Luckily, for us Darren had brought with him 10lbs. of worms to set up the Can-O-Worms, and to have some for sale. So we set up a table over in the shade, watered it down so the worms would not stick when we took them out of his plastic tubs, and conducted our own “harvest”. The main thing Darren was trying to show us was how to separate the worms from the castings without stressing them too much. It seemed like most everyone was anxious to get their hands into the piles, myself included.

We ended the afternoon with a talk on the benefits of “Worm Tea” and I will include some links at the bottom that explain it much better than I can. Oh, and the Can-O-Worms, four out of the five he brought are gone, the worms headed for a new home. We have one left for sale right now, and it is set up, filled with worms and ready to go. Darren will be getting us some more in the next week or so.

Have a great day, Susan



Pruning with Jay

This last Saturday found us gathering in the slightly chilly "Green Room" for another informative class, this time on pruning. Jay Davison, our Area Soil specialist with the UNR Co-operative Extension office was on hand for the 8th year in a row to teach us the ins and outs of pruning just about everything. We covered fruit trees, shade trees, hedges, perennials.....you name it. After an hour inside, we headed out front to do some pruning on the flowering crabapple 'Florabunda' that is by the front door of the gift shop. He started in, and I cringed a little at the the thought of loosing all those beautiful buds that would be opening in the next month. I gathered up branches and passed them to all that wanted to take some home to force inside the house and enjoy now. Jay finally "felt my pain" though and stopped the actually pruning, and showed me where to do the cuts after it blooms. So, you will see me out there sometime in late April taking care of the rest of the pruning that this particular beauty needs.
It was out back to the display garden next to take a look at the old apple tree that he has been working on for the last 7 years or so. A little bit each year, he takes some branches off and checks to see for the overall health of his old tree. This year he found a bug infestation of scale that was never there before, so the dormant oil, an organic way to control the bugs, will be coming out of the storage room and the tree will get a good soaking this week.

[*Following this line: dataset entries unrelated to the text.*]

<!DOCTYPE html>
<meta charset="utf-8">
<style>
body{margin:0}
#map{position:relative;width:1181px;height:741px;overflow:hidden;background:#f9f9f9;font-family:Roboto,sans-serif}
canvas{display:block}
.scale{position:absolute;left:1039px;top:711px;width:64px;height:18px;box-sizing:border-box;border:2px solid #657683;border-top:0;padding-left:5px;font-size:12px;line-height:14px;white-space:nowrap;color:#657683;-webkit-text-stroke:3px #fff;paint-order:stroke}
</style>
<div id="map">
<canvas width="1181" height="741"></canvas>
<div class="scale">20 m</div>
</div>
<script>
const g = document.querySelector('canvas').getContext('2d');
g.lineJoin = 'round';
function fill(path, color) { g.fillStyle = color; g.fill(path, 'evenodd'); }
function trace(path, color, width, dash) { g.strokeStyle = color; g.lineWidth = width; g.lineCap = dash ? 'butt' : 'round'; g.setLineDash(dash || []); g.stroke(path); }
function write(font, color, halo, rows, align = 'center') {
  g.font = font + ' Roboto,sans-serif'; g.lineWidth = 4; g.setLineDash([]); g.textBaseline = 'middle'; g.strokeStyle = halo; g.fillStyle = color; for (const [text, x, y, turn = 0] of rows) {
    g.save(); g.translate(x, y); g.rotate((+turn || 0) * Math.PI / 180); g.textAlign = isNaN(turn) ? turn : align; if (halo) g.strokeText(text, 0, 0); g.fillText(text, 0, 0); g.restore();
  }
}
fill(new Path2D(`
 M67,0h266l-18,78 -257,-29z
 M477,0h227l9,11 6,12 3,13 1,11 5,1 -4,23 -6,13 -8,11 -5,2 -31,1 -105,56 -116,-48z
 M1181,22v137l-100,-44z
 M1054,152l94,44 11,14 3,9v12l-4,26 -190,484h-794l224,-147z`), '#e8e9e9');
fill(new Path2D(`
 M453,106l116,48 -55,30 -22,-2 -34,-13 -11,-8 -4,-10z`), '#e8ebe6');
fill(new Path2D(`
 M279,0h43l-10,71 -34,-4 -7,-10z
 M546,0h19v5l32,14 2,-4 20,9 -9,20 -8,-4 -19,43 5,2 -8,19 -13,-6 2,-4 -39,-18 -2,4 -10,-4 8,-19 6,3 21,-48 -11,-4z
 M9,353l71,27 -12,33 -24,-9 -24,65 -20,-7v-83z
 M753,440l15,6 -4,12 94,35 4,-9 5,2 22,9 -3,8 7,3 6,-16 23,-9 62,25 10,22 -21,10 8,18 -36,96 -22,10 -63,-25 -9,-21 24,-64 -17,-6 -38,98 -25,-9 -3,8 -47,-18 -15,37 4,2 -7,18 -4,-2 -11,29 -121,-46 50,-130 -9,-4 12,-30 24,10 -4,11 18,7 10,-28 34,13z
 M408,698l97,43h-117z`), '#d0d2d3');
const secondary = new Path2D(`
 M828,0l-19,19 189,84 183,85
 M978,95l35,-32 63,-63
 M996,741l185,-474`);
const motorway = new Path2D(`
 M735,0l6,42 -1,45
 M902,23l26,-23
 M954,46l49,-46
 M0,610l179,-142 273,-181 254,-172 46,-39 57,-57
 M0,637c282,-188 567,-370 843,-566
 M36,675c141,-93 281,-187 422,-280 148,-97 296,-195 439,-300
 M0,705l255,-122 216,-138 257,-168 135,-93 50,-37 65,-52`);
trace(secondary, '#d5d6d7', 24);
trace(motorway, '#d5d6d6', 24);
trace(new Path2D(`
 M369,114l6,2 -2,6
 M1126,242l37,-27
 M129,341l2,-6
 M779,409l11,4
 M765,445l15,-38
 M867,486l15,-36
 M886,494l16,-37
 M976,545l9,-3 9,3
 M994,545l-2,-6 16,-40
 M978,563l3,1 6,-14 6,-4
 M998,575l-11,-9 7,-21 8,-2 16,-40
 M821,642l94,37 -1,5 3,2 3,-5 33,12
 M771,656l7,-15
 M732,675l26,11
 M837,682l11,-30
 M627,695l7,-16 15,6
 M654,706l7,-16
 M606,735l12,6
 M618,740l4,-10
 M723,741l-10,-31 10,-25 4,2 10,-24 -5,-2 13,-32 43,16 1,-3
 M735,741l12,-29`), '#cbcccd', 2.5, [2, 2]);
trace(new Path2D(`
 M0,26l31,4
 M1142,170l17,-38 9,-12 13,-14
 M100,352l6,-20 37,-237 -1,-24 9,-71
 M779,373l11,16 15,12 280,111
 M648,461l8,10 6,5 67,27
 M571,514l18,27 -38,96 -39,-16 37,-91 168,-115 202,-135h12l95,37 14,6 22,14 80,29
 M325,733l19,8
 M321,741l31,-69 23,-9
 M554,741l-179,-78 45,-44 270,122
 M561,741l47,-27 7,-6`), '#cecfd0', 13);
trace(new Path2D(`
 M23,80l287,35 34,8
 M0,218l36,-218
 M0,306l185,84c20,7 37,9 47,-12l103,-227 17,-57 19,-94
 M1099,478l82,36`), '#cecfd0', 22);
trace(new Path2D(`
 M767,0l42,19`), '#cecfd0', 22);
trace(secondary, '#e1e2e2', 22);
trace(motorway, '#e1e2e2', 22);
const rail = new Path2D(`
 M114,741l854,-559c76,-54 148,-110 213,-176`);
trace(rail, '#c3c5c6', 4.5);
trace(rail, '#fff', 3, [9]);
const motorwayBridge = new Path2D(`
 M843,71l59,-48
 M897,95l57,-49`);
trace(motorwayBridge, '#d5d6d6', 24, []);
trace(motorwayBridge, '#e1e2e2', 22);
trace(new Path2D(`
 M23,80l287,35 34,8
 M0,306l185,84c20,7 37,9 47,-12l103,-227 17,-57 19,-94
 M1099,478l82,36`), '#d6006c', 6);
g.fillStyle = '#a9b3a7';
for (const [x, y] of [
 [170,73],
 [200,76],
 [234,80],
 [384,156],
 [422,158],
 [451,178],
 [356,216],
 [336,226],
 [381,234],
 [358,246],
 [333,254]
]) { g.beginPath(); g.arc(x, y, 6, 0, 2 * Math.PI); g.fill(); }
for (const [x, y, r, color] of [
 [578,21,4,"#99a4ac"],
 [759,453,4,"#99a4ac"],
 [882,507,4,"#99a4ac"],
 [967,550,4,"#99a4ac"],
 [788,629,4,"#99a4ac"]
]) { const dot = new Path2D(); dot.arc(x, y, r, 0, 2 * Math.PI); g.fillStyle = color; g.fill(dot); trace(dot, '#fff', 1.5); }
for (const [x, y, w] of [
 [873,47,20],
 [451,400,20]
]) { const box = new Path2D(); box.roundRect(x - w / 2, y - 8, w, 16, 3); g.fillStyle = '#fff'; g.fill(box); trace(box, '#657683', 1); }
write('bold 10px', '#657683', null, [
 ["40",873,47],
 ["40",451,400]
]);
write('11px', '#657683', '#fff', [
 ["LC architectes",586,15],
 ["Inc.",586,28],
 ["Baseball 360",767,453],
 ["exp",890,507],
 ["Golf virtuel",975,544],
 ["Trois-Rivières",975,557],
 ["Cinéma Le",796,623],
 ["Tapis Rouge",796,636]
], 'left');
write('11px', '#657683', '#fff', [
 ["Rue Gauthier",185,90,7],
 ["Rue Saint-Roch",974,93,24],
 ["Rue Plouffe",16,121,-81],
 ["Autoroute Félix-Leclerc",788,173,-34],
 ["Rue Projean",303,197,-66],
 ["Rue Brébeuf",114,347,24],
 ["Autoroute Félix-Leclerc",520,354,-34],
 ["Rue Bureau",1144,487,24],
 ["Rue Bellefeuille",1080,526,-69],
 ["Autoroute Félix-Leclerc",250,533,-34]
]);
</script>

After the class was over, it was on to the worm bin to open it up and check on it's progress. There are what seems to me to be thousands and thousands of worms tucked under the lid. I can't wait for Darren Murphy, from Sierra Worm Solutions to come back out in the early summer to help us harvest our first crop of castings. He is the one that installed the system for us and is the local "go to" guy for all worm related things in this area. We will be having another seminar with him soon, so watch your emails for updates.The day turned out to be a beautiful one. Slightly cool, but the sun was shining and no big winds to speak of. Bob was busy on the forklift most of the day putting away all the trees we just got in. It looks so great to see the nursery filling up with all the promise of spring.